Grâce à ce combat au-delà des frontières de son pays, le Burkina Faso, le Professeur Ky-Zerbo a été un des meilleurs ambassadeurs de la terre des Hommes intègres. Et cela, même si malgré lui, son combat s’est déroulé pour l’essentiel, chez lui. Il aurait, sans doute, aimé être le citoyen d’un continent politiquement et économiquement uni. Ceux qui l’ont connu dans sa lutte politique, dans son combat sont unanimes à dire que le professeur a toujours vu grand, loin.
Son parcours d’étudiant en France, son engagement politique aux côtés d’Africains aussi illustres que Kwamé N’Krumah, Julius Nyeréré, Sékou Touré, Léopold Sedar Senghor pour ne citer que ces hommes, ses nombreux écrits sur les grandes questions d’Afrique et de ce monde, sont le témoignage de ce qu’il a pensé et voulu pour le continent africain. Son dernier ouvrage, un grand succès «A quand l’Afrique ?» sonne comme un testament.
Dans une de ses communications, Georges Balandier, professeur, lui aussi, à l’Ecole des hautes études en sciences sociales, a présenté cet ouvrage primé d’ailleurs par Radio France Internationale (RFI) comme le produit d’un historien hors pair, doublé de l’intellectuel engagé qui montre, dénonce et appelle inlassablement à l’action.

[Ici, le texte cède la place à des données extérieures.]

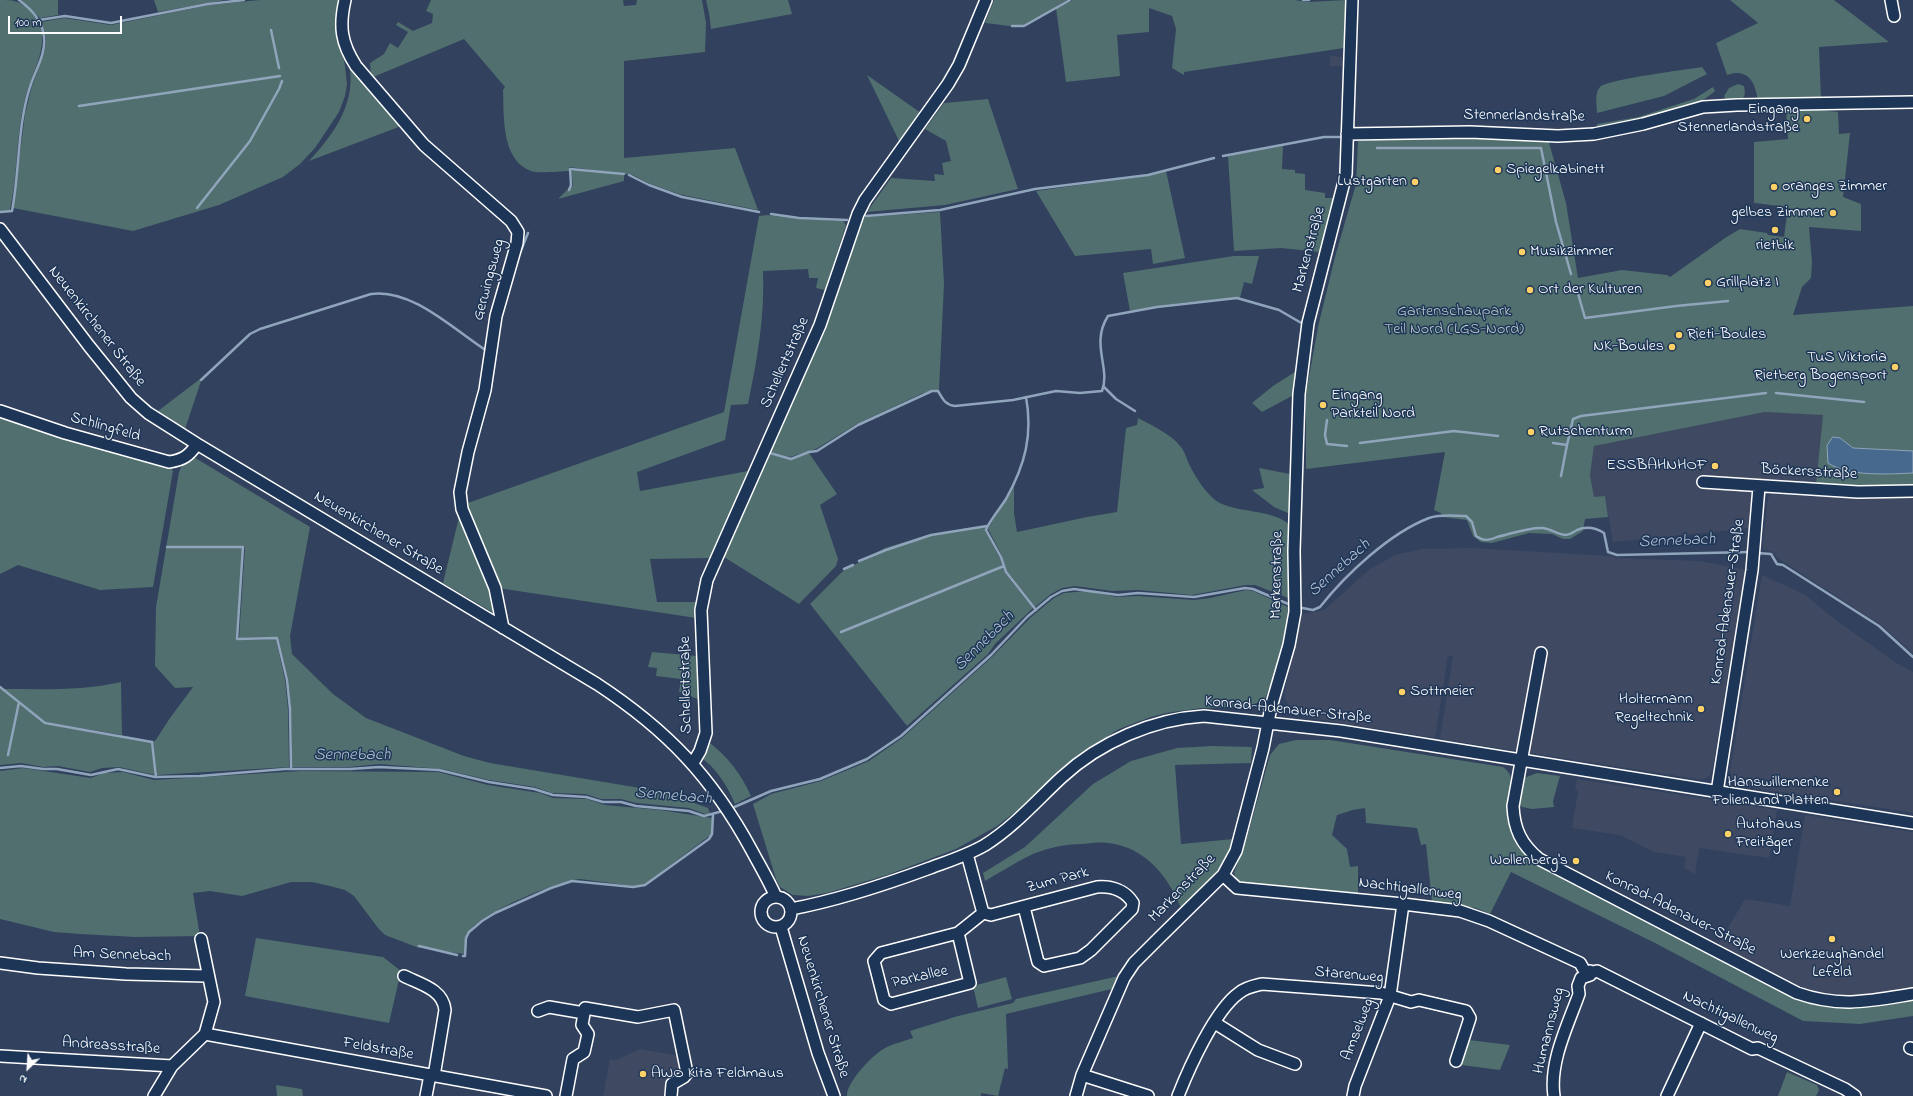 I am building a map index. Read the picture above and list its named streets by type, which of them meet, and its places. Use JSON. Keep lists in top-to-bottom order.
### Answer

Un appel plus précisément à la jeunesse africaine pour qu’elle s’assume, pour qu’elle sache que si nous nous couchons, nous sommes morts. Le combat de Ki-Zerbo, a dit Balandier, est double. D’abord, en tant qu’intellectuel et ensuite, en tant que pédagogue, ou plutôt éducateur.
C’est toujours Balandier qui a vu en Ki-Zerbo, l’acteur politique sans complaisance qui s’est présenté ironiquement comme l’opposant de toujours au Burkina Faso. Il est, tout en maintenant sa vigueur critique et autocratique, celui qui propose inlassablement, celui qui agit pour ne plus avoir à se poser cette question : à quand l’Afrique ?, écrit Georges Balandier.

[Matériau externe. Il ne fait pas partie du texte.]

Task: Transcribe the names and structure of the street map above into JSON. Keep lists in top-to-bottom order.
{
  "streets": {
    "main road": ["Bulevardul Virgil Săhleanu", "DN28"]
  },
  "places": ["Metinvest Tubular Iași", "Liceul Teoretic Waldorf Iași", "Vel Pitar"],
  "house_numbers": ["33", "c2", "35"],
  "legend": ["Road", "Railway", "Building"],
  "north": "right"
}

C’est, bref, un monument que les Burkinabè, les Africains et le monde pleurent. Son combat, en tant qu’intellectuel et homme politique, est très riche de leçons de courage, de patience, d’intelligence, de foi en l’idéal d’une Afrique libérée des chaînes de la soumission, de l’humiliation. Celui que les Burkinabè en particulier pleurent, est un de ceux qui ont porté haut à l’étranger, le flambeau d’un pays fier et digne. Ki-Zerbo, c’était une vitrine de laquelle transparaissait l’image d’hommes courageux et braves.
Bessia BABOUE
19 mars 2007.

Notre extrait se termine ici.